先日、今年のノーベル賞受賞者が発表されました。日本人研究者では、北里大学の大村智先生がノーベル生理学・医学賞を、また、東京大学の梶田隆章先生がノーベル物理学賞を受賞されることとなり、日本中が大いに沸いています。
さて、日本人のノーベル賞受賞が報道されると、ニュースでその受賞理由について詳細な解説が行われますが、今回、ノーベル物理学賞の受賞理由の解説は難解であると感じられた方も多いのではないでしょうか。その中でも今回の受賞理由となっている実験的に質量が初めて測定された素粒子であるニュートリノですが、普段の生活ではその言葉に触れることすらありません。私は、いくつかのニュースを見ましたが、「私たちの生活にどのように役立つのでしょうか?」という質問について、解説者の方々もその答えに困られている感じでした。そこで、ニュートリノを利用した発明があるかどうか特許情報プラットフォームで検索してみました。

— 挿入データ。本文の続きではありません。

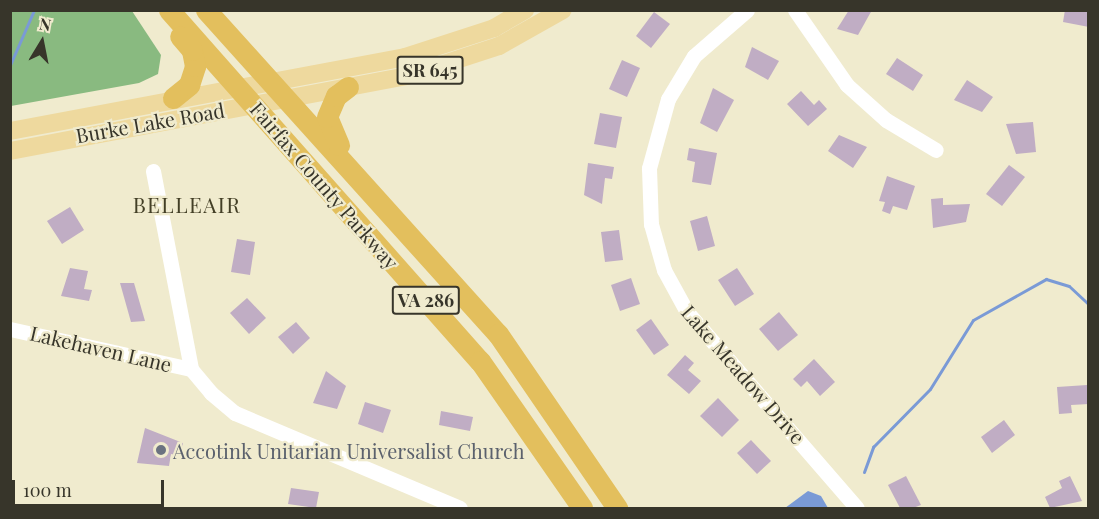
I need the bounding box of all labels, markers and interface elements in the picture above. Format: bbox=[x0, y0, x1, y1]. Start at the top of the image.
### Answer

検索してみたところ、素粒子としてのニュートリノが公報に記載されている公開公報や特許公報はたくさんあるのですが、多くは原子核反応によって副次的に発生するニュートリノについて記載されているもので「主役」としての利用はなかなかありません。それでもさらに探してみるとニュートリノを「主役」とする発明を見つけました。
発明の名称:撮像装置 特許権者:独立行政法人科学技術振興機構(特許4925001)
この発明は、光の代わりにニュートリノを使って物体を撮像する装置です。ニュートリノならではの撮像結果が得られるようです。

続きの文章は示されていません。